◆ WHAT TO PRODUCE: For the data below, give again exactly the lines from the one containing "For a GIS import: Read" through the one containing "Describe the street", both ends included, and no others.
[[ SUPPLIED INFORMATION, beginning ]]
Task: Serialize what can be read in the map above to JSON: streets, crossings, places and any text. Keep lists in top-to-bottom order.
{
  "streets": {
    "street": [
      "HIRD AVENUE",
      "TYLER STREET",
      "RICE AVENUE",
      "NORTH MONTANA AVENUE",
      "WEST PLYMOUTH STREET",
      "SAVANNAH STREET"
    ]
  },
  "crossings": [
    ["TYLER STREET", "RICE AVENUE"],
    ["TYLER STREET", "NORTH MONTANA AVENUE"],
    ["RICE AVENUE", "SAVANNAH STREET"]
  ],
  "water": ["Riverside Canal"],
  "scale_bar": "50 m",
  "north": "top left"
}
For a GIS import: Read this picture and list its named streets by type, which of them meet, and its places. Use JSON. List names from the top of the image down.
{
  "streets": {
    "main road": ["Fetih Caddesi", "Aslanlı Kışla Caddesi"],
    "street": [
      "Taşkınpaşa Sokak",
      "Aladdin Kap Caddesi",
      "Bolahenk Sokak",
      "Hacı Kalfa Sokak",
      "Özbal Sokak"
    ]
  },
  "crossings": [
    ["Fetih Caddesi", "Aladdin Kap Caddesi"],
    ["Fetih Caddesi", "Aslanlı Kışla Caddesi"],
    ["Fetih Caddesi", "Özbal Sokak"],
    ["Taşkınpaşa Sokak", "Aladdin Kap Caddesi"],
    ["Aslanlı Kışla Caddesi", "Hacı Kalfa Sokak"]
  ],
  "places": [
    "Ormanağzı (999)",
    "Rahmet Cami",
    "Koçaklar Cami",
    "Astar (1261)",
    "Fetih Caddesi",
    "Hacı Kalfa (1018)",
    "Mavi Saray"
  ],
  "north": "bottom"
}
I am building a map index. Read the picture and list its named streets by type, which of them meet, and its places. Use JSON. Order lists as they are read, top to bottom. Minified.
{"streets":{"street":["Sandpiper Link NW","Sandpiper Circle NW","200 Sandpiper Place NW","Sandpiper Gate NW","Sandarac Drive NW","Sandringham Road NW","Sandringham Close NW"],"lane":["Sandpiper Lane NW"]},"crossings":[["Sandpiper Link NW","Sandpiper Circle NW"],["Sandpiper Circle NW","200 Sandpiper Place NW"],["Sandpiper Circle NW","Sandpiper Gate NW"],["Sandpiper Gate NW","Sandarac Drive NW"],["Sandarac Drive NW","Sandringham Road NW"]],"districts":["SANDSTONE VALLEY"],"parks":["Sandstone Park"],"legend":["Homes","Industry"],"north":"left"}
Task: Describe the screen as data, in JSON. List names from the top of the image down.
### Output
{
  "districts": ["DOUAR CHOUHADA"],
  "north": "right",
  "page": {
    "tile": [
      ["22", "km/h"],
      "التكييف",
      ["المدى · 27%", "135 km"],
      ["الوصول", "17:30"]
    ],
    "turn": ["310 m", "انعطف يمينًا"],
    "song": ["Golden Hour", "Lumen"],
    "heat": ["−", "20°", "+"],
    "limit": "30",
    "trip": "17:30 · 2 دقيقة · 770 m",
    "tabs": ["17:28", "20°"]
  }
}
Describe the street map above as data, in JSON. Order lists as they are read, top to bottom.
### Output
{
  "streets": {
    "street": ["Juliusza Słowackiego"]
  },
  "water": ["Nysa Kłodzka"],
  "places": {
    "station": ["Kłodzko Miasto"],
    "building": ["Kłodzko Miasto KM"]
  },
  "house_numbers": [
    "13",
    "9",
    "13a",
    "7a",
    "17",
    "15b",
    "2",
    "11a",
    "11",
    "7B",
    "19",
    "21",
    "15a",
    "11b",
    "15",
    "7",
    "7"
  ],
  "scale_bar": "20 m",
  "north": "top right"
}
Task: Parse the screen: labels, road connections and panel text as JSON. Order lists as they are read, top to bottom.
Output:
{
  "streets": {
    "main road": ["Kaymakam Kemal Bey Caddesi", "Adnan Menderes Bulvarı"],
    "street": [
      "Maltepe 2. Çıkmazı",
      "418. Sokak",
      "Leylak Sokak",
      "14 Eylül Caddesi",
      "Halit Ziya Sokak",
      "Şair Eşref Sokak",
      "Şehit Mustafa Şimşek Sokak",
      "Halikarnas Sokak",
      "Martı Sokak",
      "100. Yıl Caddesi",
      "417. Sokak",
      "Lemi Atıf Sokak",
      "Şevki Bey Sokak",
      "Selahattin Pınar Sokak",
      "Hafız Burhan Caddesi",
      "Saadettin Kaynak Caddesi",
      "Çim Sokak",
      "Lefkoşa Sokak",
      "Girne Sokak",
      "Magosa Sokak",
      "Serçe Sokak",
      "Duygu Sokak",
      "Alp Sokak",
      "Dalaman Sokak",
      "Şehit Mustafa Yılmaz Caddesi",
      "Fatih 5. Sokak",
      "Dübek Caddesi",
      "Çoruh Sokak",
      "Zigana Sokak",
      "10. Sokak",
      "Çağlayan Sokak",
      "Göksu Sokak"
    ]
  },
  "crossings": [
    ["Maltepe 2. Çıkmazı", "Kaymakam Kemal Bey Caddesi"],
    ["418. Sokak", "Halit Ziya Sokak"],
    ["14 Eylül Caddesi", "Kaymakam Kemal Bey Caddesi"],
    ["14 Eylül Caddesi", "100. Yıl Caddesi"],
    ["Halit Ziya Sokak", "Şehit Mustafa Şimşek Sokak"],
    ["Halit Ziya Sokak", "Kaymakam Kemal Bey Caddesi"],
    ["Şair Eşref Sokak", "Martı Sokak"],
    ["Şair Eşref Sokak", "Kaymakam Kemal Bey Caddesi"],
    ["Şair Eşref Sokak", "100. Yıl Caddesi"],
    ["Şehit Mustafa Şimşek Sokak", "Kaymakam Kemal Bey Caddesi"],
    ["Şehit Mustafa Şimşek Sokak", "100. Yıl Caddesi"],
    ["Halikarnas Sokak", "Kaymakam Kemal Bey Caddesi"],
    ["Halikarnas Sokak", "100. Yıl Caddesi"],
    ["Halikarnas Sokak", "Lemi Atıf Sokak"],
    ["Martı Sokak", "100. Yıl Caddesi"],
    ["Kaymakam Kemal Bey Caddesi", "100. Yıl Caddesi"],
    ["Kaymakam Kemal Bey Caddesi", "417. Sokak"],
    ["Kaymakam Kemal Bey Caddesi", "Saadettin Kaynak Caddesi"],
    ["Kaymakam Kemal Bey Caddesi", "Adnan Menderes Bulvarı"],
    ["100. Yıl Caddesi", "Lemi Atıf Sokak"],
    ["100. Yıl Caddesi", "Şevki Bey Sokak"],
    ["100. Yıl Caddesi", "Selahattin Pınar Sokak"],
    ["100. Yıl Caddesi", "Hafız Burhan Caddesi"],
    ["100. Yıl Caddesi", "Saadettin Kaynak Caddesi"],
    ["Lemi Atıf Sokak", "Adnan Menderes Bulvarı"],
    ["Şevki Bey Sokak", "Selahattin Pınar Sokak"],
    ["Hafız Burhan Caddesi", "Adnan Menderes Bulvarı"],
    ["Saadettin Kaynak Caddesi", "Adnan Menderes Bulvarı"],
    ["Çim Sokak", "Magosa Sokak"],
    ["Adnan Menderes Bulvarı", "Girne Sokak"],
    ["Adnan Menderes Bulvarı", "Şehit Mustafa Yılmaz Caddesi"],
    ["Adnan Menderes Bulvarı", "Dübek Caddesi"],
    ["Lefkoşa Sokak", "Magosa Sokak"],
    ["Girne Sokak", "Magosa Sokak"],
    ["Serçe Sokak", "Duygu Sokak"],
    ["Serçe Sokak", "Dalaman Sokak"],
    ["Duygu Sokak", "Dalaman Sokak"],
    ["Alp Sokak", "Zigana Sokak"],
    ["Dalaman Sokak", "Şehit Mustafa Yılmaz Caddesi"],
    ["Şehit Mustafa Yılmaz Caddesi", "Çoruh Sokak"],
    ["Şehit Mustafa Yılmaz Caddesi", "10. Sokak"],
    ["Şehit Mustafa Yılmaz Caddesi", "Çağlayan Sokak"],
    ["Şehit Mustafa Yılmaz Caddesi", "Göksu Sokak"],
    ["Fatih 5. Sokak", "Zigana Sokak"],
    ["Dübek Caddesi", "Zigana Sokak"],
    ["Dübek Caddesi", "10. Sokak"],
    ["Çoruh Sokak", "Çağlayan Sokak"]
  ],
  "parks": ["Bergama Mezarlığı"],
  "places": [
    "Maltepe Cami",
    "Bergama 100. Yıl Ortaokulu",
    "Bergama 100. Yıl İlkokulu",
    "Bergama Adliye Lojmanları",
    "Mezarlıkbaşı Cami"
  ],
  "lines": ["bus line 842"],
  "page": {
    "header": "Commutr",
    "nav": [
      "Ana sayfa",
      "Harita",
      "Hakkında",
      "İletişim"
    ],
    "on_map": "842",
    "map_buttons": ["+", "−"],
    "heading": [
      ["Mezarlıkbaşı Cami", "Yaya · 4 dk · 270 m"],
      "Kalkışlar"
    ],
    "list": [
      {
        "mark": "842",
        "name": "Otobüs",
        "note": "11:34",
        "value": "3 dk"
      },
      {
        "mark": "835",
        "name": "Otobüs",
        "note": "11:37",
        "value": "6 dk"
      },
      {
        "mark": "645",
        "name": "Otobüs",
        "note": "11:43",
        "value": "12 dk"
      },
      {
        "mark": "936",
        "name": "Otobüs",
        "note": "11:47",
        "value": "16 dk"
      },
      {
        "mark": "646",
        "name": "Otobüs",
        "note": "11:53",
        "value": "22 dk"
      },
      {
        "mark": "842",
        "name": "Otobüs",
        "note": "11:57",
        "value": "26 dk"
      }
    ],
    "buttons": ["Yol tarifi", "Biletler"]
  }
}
[[ SUPPLIED INFORMATION, end ]]
◆ WORKED SOLUTION:
For a GIS import: Read this picture and list its named streets by type, which of them meet, and its places. Use JSON. List names from the top of the image down.
{
  "streets": {
    "main road": ["Fetih Caddesi", "Aslanlı Kışla Caddesi"],
    "street": [
      "Taşkınpaşa Sokak",
      "Aladdin Kap Caddesi",
      "Bolahenk Sokak",
      "Hacı Kalfa Sokak",
      "Özbal Sokak"
    ]
  },
  "crossings": [
    ["Fetih Caddesi", "Aladdin Kap Caddesi"],
    ["Fetih Caddesi", "Aslanlı Kışla Caddesi"],
    ["Fetih Caddesi", "Özbal Sokak"],
    ["Taşkınpaşa Sokak", "Aladdin Kap Caddesi"],
    ["Aslanlı Kışla Caddesi", "Hacı Kalfa Sokak"]
  ],
  "places": [
    "Ormanağzı (999)",
    "Rahmet Cami",
    "Koçaklar Cami",
    "Astar (1261)",
    "Fetih Caddesi",
    "Hacı Kalfa (1018)",
    "Mavi Saray"
  ],
  "north": "bottom"
}
I am building a map index. Read the picture and list its named streets by type, which of them meet, and its places. Use JSON. Order lists as they are read, top to bottom. Minified.
{"streets":{"street":["Sandpiper Link NW","Sandpiper Circle NW","200 Sandpiper Place NW","Sandpiper Gate NW","Sandarac Drive NW","Sandringham Road NW","Sandringham Close NW"],"lane":["Sandpiper Lane NW"]},"crossings":[["Sandpiper Link NW","Sandpiper Circle NW"],["Sandpiper Circle NW","200 Sandpiper Place NW"],["Sandpiper Circle NW","Sandpiper Gate NW"],["Sandpiper Gate NW","Sandarac Drive NW"],["Sandarac Drive NW","Sandringham Road NW"]],"districts":["SANDSTONE VALLEY"],"parks":["Sandstone Park"],"legend":["Homes","Industry"],"north":"left"}
Task: Describe the screen as data, in JSON. List names from the top of the image down.
### Output
{
  "districts": ["DOUAR CHOUHADA"],
  "north": "right",
  "page": {
    "tile": [
      ["22", "km/h"],
      "التكييف",
      ["المدى · 27%", "135 km"],
      ["الوصول", "17:30"]
    ],
    "turn": ["310 m", "انعطف يمينًا"],
    "song": ["Golden Hour", "Lumen"],
    "heat": ["−", "20°", "+"],
    "limit": "30",
    "trip": "17:30 · 2 دقيقة · 770 m",
    "tabs": ["17:28", "20°"]
  }
}
Describe the street map above as data, in JSON. Order lists as they are read, top to bottom.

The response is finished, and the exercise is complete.